**EXERCISE OBJECTIVE**
Each entry should be returned exactly as written, with no pictures carried over.

[Collected data entries]
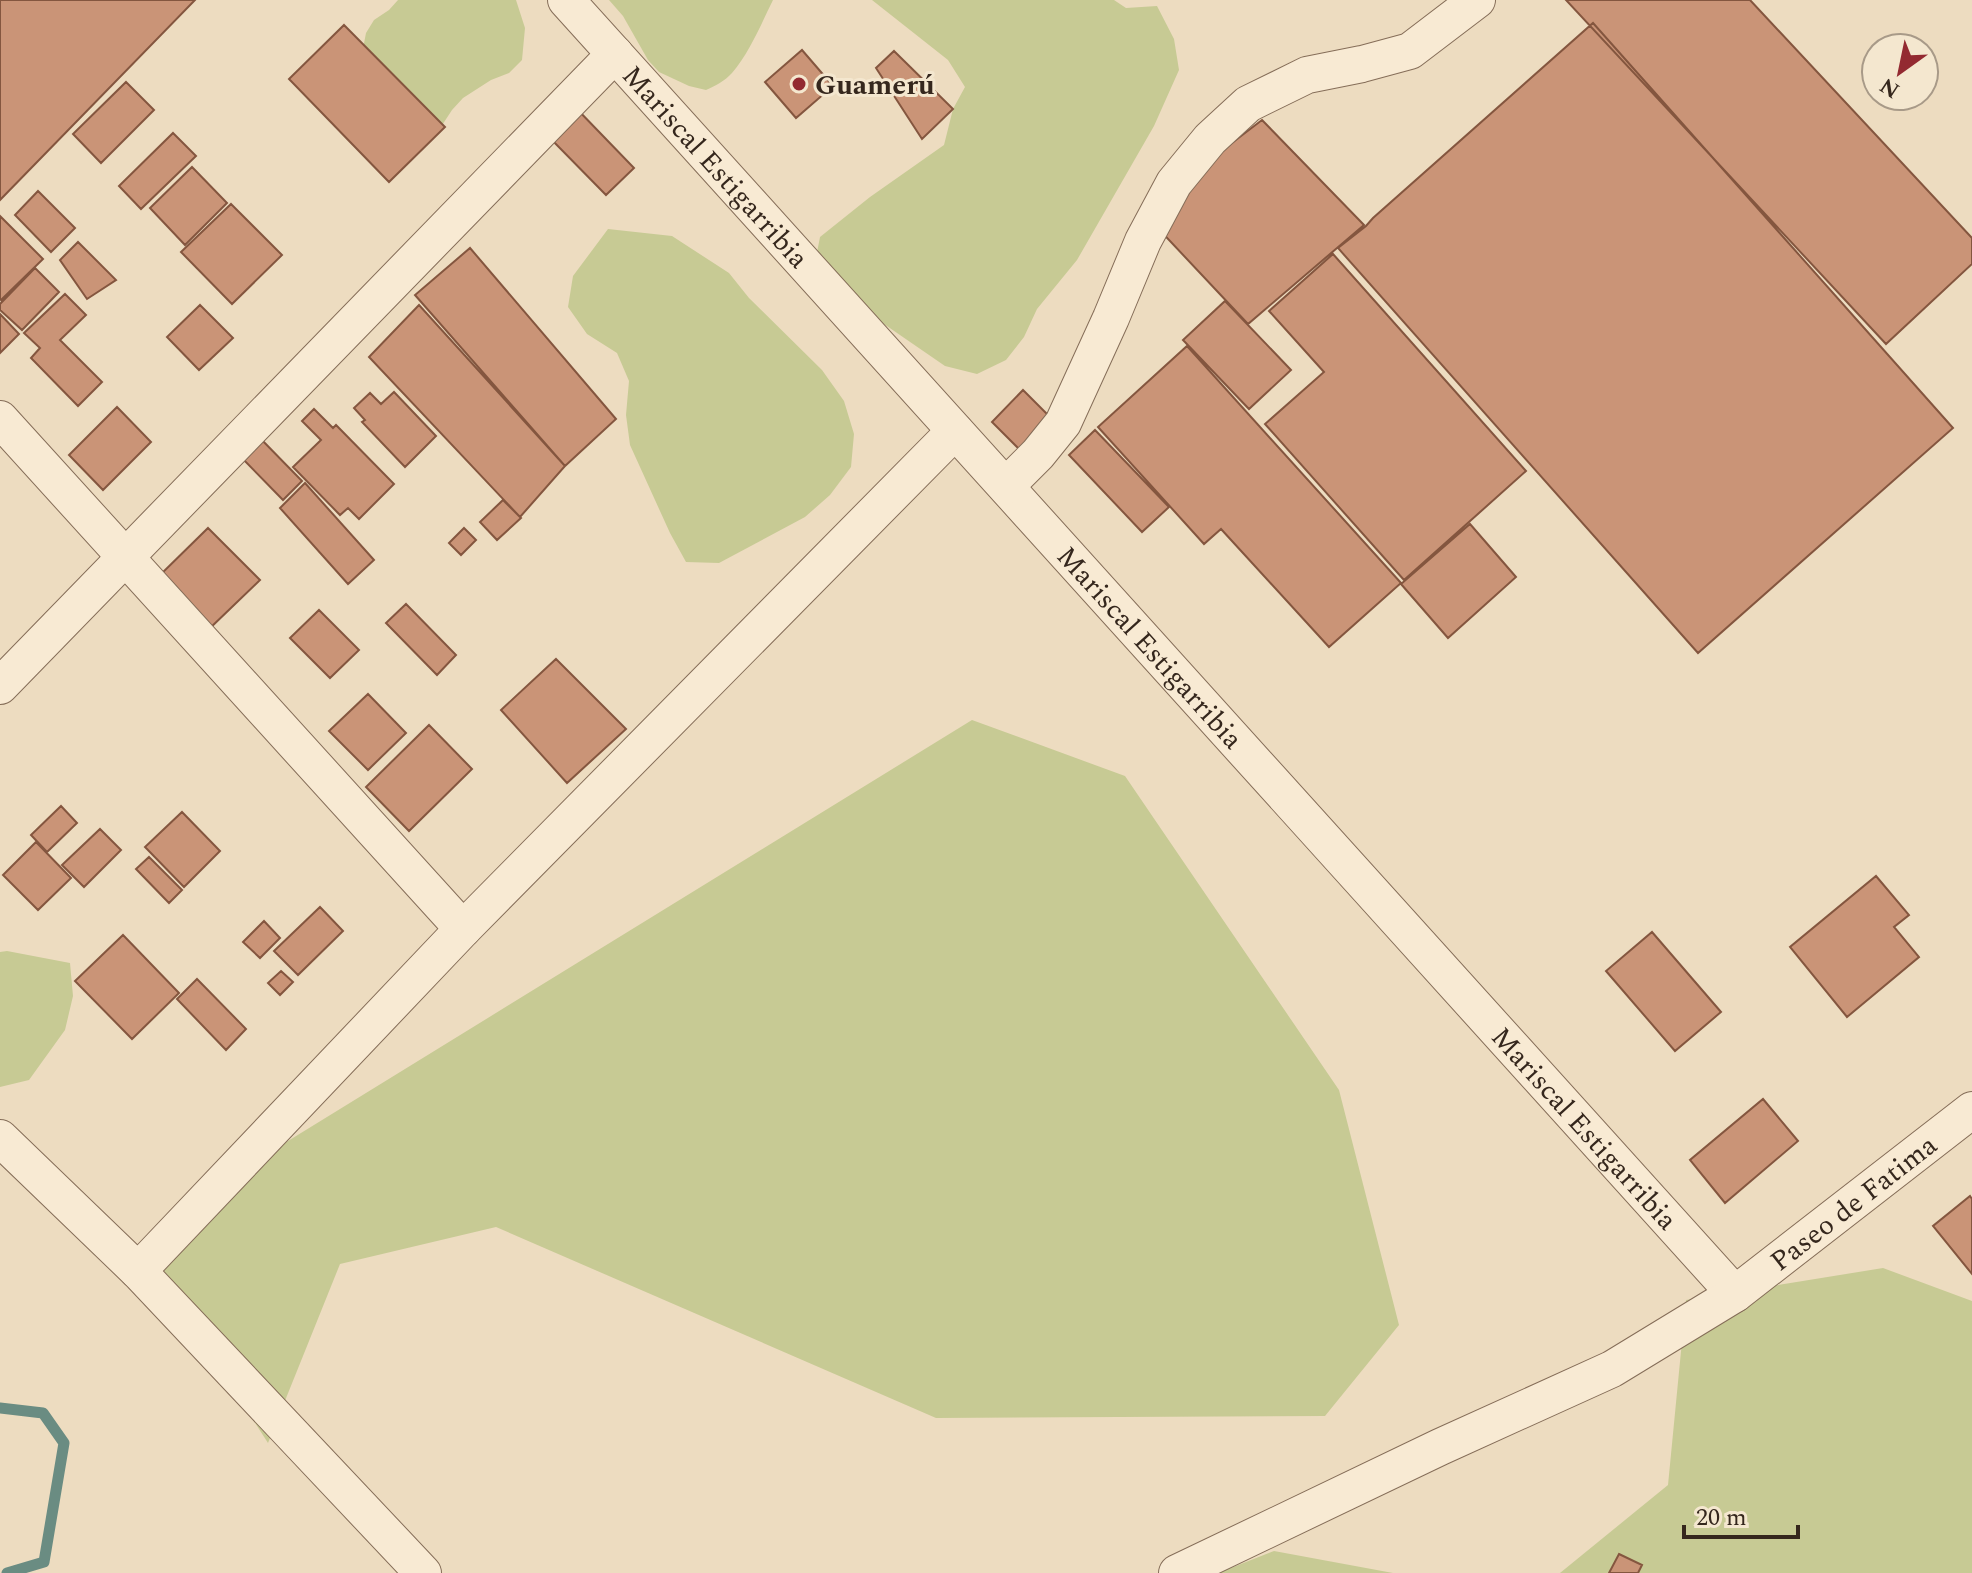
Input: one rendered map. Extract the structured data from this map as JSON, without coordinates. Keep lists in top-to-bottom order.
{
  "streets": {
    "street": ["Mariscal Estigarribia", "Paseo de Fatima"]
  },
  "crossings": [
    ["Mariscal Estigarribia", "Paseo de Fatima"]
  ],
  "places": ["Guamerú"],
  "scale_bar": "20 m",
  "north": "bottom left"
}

**WRITTEN REPLY**
Input: one rendered map. Extract the structured data from this map as JSON, without coordinates. Keep lists in top-to-bottom order.
{
  "streets": {
    "street": ["Mariscal Estigarribia", "Paseo de Fatima"]
  },
  "crossings": [
    ["Mariscal Estigarribia", "Paseo de Fatima"]
  ],
  "places": ["Guamerú"],
  "scale_bar": "20 m",
  "north": "bottom left"
}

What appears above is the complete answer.